Over these potatoes I served the following dish made simultaneously in my grandmother's old dutch oven (my favorite piece of kitchen ware by a mile!!!!!):

Sauteed until tender:
1/2 Tab Organic Olive Oil
1 medium yellow onion, chopped
2 stalks celary, chopped

Then Added:
1/2 chicken breast, diced

After chicken was cooked added:
2 Zucchini, chopped

After 1 min added:
5 white button mushrooms, chopped

After 1 min added:
3 tomatoes, chopped
1/2 Tab of dried oregano
5 cloves garlic, finely chopped
1 can of chickpeas, rinsed well (dry would have been lower in sodium, but I didn't think that far ahead)
2 Tabs of red cooking wine (red drinking wine would have had less sodium, cooking wine actually has a lot, but we are a pretty dry household these days!)
Simmered, bubbling for 5-10 minutes

Served with just a sprinkling of mozerella cheese on ours (and more on Ethan's).

Result: This didn't look beautiful but smelled and tasted delicious. In fact, Ethan actually lifted his plate off the table and threw it on the floor (something that he's never done before). But when he calmed down some, we tried again and he ate an almost adult sized portion. Steve ate two rather large portions and requested the left-overs for lunch tomorrow. I enjoyed it a lot too and was thrilled that my guys liked it (and were willing to eat it despite rather limp looking appearances).

Other revalations today:
-Realized that our Arnold 12 grain bread has about 9% of the rdv of sodium PER SLICE!!!! And also that it has mostly white flour. Am considering using our bread maker to make some low sodium 100% whole wheat bread and could add things like ground flax seed and other seeds (sunflower might be nice). I'm sure it would be incredibly dense though, so might take some getting used to.
-Some cereals also have a lot of sodium. Our favorite is Kashi Heart to Heart (the one with hearts and O's), which seems pretty healthy compared to many (and is also pretty affordable at 2.79 per box).

Any comments/suggestions much appreciated!

3 comments:

mamabat said...

How inspiring! I think I actually have most of those ingredients on hand.

I like to use organic diced (canned) tomatoes, even in recipes that call for fresh, I find the flavor to be out of this world.

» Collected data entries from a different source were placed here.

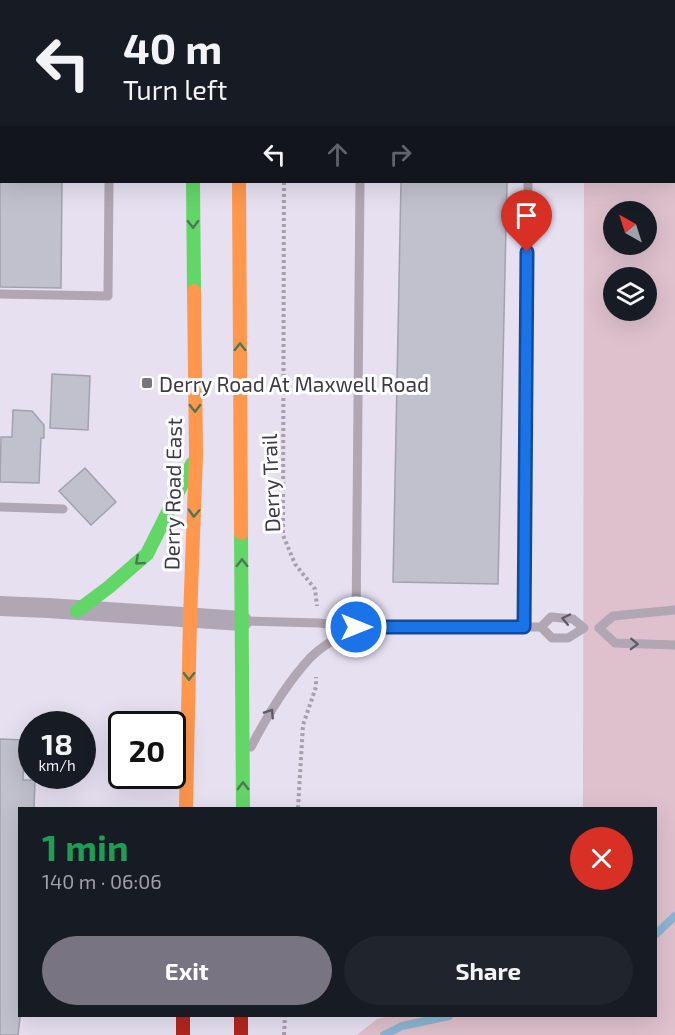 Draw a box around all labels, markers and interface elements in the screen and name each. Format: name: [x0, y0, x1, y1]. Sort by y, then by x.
text: 40 m: [123, 22, 222, 72]
icon: left: [24, 24, 102, 102]
text: Turn left: [123, 73, 227, 105]
icon: left: [258, 138, 291, 171]
icon: ahead: [321, 138, 354, 171]
icon: right: [384, 138, 417, 171]
pin: [501, 190, 552, 252]
icon: arrive: [510, 199, 543, 232]
north arrow: [603, 201, 657, 255]
map controls: [603, 201, 657, 321]
one-way arrow: [187, 219, 200, 228]
button: layers: [603, 267, 657, 321]
one-way arrow: [234, 342, 246, 351]
place label: Derry Road At Maxwell Road: [159, 371, 429, 396]
marker: Derry Road At Maxwell Road: [140, 376, 154, 390]
one-way arrow: [189, 404, 201, 413]
street label: Derry Road East: [158, 418, 186, 570]
street label: Derry Trail: [256, 433, 284, 533]
one-way arrow: [187, 509, 200, 518]
one-way arrow: [135, 554, 146, 565]
one-way arrow: [236, 558, 248, 567]
position arrow: [324, 595, 388, 659]
one-way arrow: [561, 613, 571, 626]
one-way arrow: [630, 638, 639, 650]
one-way arrow: [182, 672, 195, 681]
one-way arrow: [263, 708, 274, 719]
speed limit sign: 20: [108, 711, 186, 789]
text: 18: [41, 725, 73, 761]
text: km/h: [38, 756, 76, 774]
one-way arrow: [237, 782, 249, 791]
text: 1 min: [42, 825, 129, 868]
button: close: [570, 827, 633, 890]
text: 140 m · 06:06: [42, 869, 162, 893]
button: Exit: [42, 936, 332, 1005]
button: Share: [344, 936, 633, 1005]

Would love to see photos of your creations too!

The 4 Z's said...

I could definitely try to post some pics. I love the taste of canned tomoatos too, but I will only use ones that have no salt added and sometimes I can't get both "no salt" and "organic" in the same can. Needless to say it takes me forever to decide what to get in the canned tomato isle!

mamabat said...

Isn't that the strangest/ most annoying thing?! I found that with many vegetables, both canned and frozen, when I was searching for alternatives for making baby food (especially peas). I wanted organic, but I didn't want added salt and often it was either one or the other. I finally found some frozen organic peas at Trader Joes with no added salt.

I think Whole Foods does have a store brand canned organic diced tomatoes with no salt. I'll have to look again though- I have two cans in my cupboard right now, so I hope that's the case.